The Kickstarter Revolution: Could It Be Bad For Games?

In recent months, we have seen an influx of games that have been finding funding for production through something of an unusual way: fans and ordinary folks like you and I donating money to the company through the site Kickstarter. While Kickstarter isn't necessarily new (it's been around since 2008), the capabilities of this hotspot has become the hot topic of news in our world of gaming. Tim Schafer, head of Double Fine, was able to find solace in knowing that he'd get to make a new adventure game through donations. Other projects have been spawning from many different developers and places, and overall, it seems like a really cool idea: allowing people to truly vote with their dollar whether a game should be made.

However, is there a danger to be found in all of this that people just aren't seeing?

Let's take a look at the latest BioWare game and the hornet's nest it has stirred up. Many people are incredibly angered by how the game was handled, but even more than that, a large amount are miffed about the ending of the game. What if this had been a game that had been partially funded through Kickstarter? If the ending turned out to be something that people were pissed about and they expressed that opinion, what does that mean to the person who chipped in some money towards the project's funding? No one can say they don't have a right to bitch at that point - their dollars were put into the project.
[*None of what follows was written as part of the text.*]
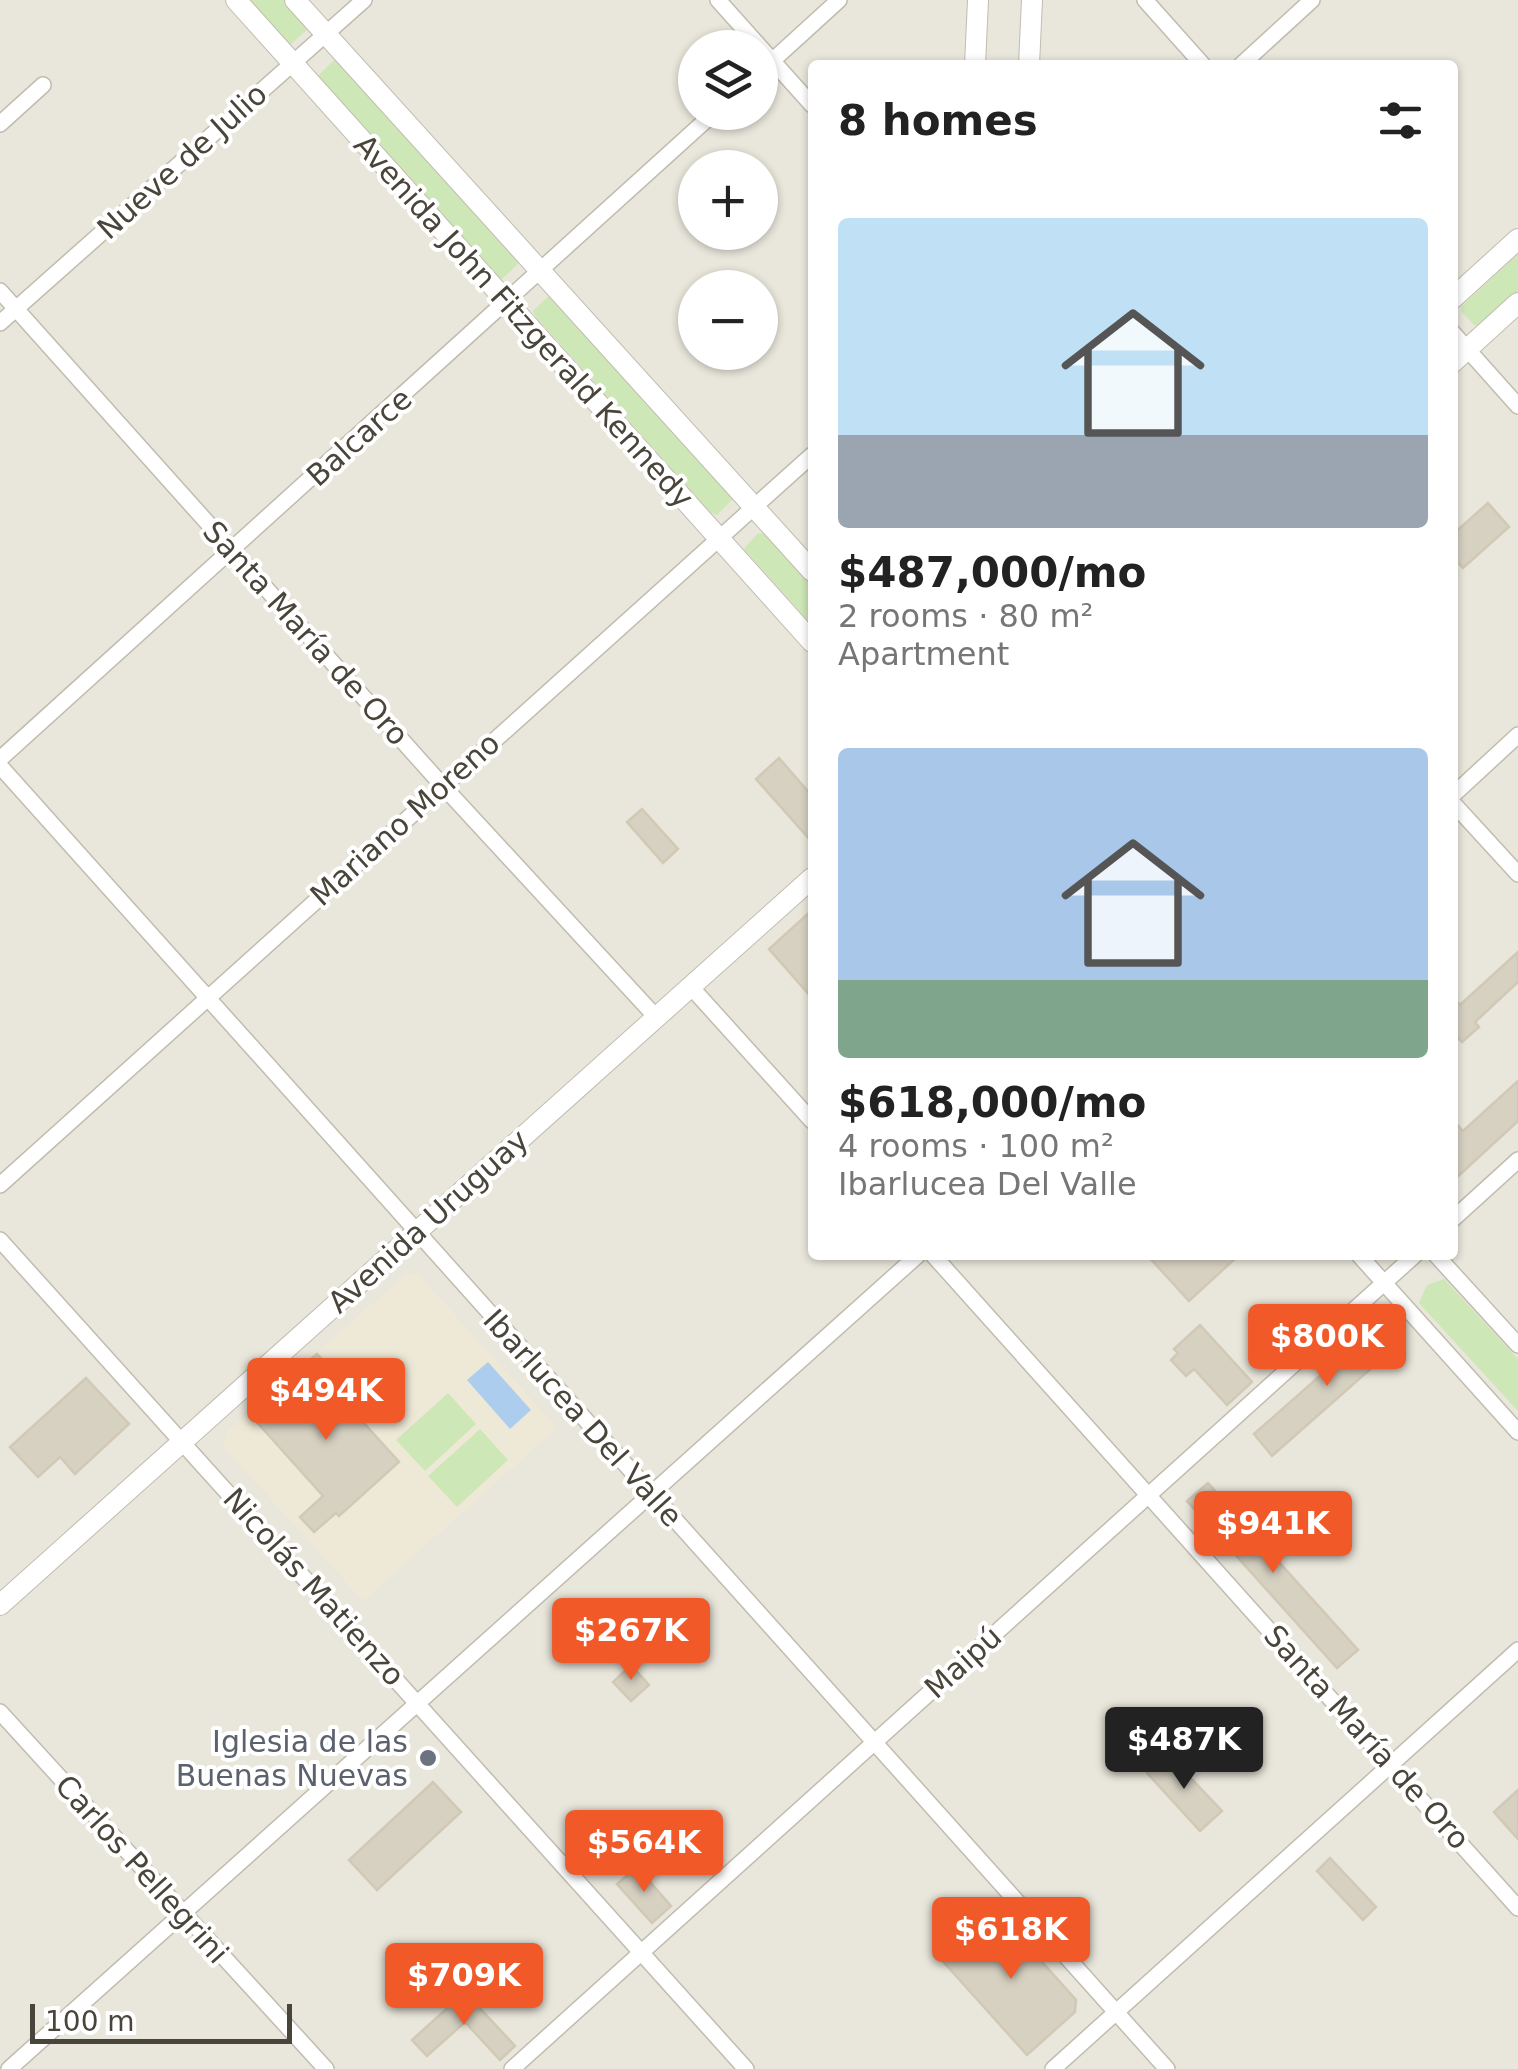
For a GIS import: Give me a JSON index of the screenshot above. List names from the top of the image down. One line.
{"streets":{"street":["Nueve de Julio","Avenida John Fitzgerald Kennedy","Balcarce","Santa María de Oro","Mariano Moreno","Avenida Uruguay","Ibarlucea Del Valle","Nicolás Matienzo","Maipú","Carlos Pellegrini"]},"crossings":[["Nueve de Julio","Avenida John Fitzgerald Kennedy"],["Nueve de Julio","Santa María de Oro"],["Avenida John Fitzgerald Kennedy","Balcarce"],["Avenida John Fitzgerald Kennedy","Mariano Moreno"],["Balcarce","Santa María de Oro"],["Balcarce","Ibarlucea Del Valle"],["Santa María de Oro","Mariano Moreno"],["Santa María de Oro","Avenida Uruguay"],["Santa María de Oro","Maipú"],["Mariano Moreno","Ibarlucea Del Valle"],["Avenida Uruguay","Ibarlucea Del Valle"],["Avenida Uruguay","Nicolás Matienzo"],["Ibarlucea Del Valle","Maipú"],["Nicolás Matienzo","Maipú"]],"places":["Iglesia de las Buenas Nuevas"],"scale_bar":"100 m","page":{"map_buttons":["+","−"],"heading":"8 homes","list":[{"name":"$487,000/mo","note":"2 rooms · 80 m² · Apartment"},{"name":"$618,000/mo","note":"4 rooms · 100 m² · Ibarlucea Del Valle"}],"price":["$800K","$494K","$941K","$267K","$487K","$564K","$618K","$709K"],"scale":"100 m"}}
It's one of the issues we have to look at: how much push and pull does the person donating some money have, and if there is none, how long will it be before people start screaming to have a say in the game's development process? Logically, no sane person would do that. They would realize that by donating, you are funding the creative juices of the development studio themselves and your "say" is strictly that you get a copy of the game and maybe a credit for it as well.

There's also the idea I presented above: partial funding. Kickstarter works great for those indie studios that are looking for money to fully fund their game, but what kind of problems would this take off the shoulders of a company like Activision or EA who are spending millions on a game? They could potentially fuel a portion of their game budget with Kickstarter money, lowering their own internal costs on the product. However, is it something they should have the right to do, and if so, how far does that go? What if the company makes a game, it sells well, and then that game begins a franchise? What stock do the people who donated money have in helping to create this franchise?

Again, no logical and sane person would think that, but are all gamers sane and logical people? If Activision said "hey, we're looking for funding towards the next Call of Duty game - it's your chance to get your name in the credits", do you honestly believe that there wouldn't be thousands of people donating to that in a heartbeat because of the novelty?

How far does it go?

I love what Kickstarter can do in order to help the development process for independent game developers. However, there are larger implications that we either aren't seeing or just don't want to notice or pay attention to.

Since Tim Schafer raised the money for his adventure game, using Kickstarter has become something of a trend. Christian Allen is seeking funding on what he is calling a "hardcore tactical shooter". Tim Schafer has spoken about the potential of using Kickstarter to help fund Psychonauts 2. Brian Fargo has aspirations to use the service to fund Wasteland 2.

It's a slippery slope that we are on. The idea of people financing games that people want is a great idea, but we also know how gamers can be when a finished product doesn't happen to meet the expectations they have. When you move the gamers from the category of "consumer" to "funding", it becomes a little more dangerous than it should be.

Some food for thought, folks. What do you guys think? Is Kickstarter helping the industry, or is it a tool that will soon be oft too abused?